Saliendo por la puerta principal de la empresa y esperando el ascensor, He Liting sacó su teléfono para revisarlo, y encontró un mensaje sin leer.
[Qianqian: «Ting, me quedaré esta noche en YJTC con el Hermano Song, compré algunas frutas y yogur para ti, están en el refrigerador, recuerda comerlos».]
He Liting: «De acuerdo, gracias querida».
Después de enviar el mensaje, He Liting no pudo evitar suspirar y animarse silenciosamente.
Ahora siendo reconocida por el Presidente Tang y pronto a convertirse en presentadora, ostensiblemente había asegurado una gran oportunidad.
Aunque no tenía la misma fortuna que Qianqian y la Presidente Gao, para alguien de una familia y habilidades promedio, esto era increíblemente valioso.
…
Comunidad Jardín de la Ciudad Norte.
Habiendo tomado medio día libre hoy, Xu Qing había terminado de escribir temprano.
Después de pasar un rato en el grupo de fans de libros, comenzó a prepararse para su próxima cita con Tang Song.
Tras deliberar un poco, finalmente eligió el atuendo que usaría.
Era un disfraz de cosplay, pero no parecía fuera de lugar en la temporada actual.
Con todo listo, Xu Qing sacó medio melón del refrigerador.
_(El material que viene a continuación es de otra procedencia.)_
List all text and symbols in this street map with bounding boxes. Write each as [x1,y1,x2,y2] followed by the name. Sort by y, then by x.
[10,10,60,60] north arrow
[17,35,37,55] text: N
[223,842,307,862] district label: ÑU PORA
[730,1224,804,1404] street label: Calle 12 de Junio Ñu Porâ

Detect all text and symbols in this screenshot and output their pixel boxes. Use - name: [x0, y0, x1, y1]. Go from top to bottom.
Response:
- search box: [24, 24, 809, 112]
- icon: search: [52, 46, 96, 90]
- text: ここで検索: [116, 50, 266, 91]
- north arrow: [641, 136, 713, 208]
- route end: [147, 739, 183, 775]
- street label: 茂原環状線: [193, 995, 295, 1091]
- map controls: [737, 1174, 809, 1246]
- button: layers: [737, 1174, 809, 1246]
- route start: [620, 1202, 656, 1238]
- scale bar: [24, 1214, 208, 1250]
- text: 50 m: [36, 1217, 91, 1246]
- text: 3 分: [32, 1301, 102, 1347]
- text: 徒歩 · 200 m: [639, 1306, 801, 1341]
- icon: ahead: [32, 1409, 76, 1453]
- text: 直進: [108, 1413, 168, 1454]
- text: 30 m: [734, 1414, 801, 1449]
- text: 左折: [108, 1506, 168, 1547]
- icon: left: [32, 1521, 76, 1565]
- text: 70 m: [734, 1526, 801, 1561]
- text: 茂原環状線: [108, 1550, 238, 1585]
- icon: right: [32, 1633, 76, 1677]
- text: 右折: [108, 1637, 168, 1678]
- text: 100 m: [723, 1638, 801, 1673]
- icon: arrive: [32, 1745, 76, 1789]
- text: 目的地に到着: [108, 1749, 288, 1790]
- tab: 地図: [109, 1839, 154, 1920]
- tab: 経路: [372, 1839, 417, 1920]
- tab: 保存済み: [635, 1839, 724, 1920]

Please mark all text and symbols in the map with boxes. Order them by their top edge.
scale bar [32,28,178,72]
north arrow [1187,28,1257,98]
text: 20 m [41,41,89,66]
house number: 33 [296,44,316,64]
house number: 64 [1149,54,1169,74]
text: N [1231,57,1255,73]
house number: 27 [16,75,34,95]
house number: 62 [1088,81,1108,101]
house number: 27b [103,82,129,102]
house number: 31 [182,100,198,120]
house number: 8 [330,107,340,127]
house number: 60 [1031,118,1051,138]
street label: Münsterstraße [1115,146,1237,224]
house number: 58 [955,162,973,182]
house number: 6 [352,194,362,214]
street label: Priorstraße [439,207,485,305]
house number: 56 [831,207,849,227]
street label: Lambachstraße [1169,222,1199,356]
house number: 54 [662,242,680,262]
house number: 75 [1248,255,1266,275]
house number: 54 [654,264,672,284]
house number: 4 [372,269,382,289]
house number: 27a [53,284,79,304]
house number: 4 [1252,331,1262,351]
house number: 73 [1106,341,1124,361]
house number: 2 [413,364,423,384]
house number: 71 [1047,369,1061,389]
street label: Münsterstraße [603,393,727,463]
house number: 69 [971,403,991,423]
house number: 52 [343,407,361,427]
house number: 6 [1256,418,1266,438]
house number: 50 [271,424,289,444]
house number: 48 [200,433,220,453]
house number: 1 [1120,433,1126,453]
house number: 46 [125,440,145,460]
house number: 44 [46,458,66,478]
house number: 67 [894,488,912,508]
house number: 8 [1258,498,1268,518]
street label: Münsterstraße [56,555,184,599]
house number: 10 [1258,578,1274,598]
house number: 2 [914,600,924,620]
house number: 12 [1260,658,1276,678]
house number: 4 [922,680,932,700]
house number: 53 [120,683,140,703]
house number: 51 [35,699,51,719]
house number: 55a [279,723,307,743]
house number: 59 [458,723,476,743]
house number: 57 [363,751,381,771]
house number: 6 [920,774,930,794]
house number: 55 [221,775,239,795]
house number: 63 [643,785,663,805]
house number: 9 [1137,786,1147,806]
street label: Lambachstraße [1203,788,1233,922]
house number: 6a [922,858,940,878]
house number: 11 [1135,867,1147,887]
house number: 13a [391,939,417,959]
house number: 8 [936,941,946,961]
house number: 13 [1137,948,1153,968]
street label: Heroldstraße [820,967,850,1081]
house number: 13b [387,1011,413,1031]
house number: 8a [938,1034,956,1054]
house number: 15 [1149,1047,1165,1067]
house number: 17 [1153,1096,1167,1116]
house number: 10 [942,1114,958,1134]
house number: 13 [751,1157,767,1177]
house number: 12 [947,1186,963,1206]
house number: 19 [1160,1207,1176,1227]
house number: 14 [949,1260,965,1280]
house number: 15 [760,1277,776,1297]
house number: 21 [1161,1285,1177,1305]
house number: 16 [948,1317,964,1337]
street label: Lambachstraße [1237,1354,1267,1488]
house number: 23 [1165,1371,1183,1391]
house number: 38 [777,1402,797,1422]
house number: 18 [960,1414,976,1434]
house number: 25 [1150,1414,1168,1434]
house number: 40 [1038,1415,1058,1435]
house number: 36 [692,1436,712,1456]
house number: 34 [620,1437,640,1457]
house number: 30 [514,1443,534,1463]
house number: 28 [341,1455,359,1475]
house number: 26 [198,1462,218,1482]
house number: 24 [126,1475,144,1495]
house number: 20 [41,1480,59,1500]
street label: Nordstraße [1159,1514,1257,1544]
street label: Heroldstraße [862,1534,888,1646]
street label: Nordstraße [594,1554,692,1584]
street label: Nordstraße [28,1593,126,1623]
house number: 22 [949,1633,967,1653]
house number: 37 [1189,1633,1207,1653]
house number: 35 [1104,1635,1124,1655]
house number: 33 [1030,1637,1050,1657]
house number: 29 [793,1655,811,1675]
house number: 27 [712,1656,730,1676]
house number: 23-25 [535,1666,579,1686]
Sentada con las piernas cruzadas en el sofá de la sala, simultáneamente veía la televisión en su tablet y sacaba cucharadas del frío y dulce melón verde.
«Clic—» La cerradura de la puerta giró, y la puerta se abrió suavemente.
Vistiendo un vestido beige y con el pelo recogido, Shen Yuyan entró—. Qingqing.
Xu Qing levantó la mirada, sorprendida—. Yanyan, por fin has vuelto, son casi las 10 PM.
Después de cambiarse a zapatillas y colgar su bolso, Shen Yuyan de repente miró detrás de ella con expresión seria—. ¡Espera, no te muevas todavía! Parece que hay un insecto en tu hombro.
La expresión en el rostro de Xu Qing se congeló; había temido a los insectos toda su vida.
«Tap tap tap—» Shen Yuyan se acercó rápidamente y le dio palmaditas en la espalda—. Todo despejado.
Mientras Xu Qing giraba la cabeza, Shen Yuyan rápidamente le arrebató el melón de la mano y comenzó a devorarlo ella misma.
Al darse cuenta de lo que había sucedido, una enfurecida Xu Qing se abalanzó sobre ella.
—¡Yanyan la Conspiradora! ¡Me engañaste otra vez! Y yo que confiaba tanto en ti.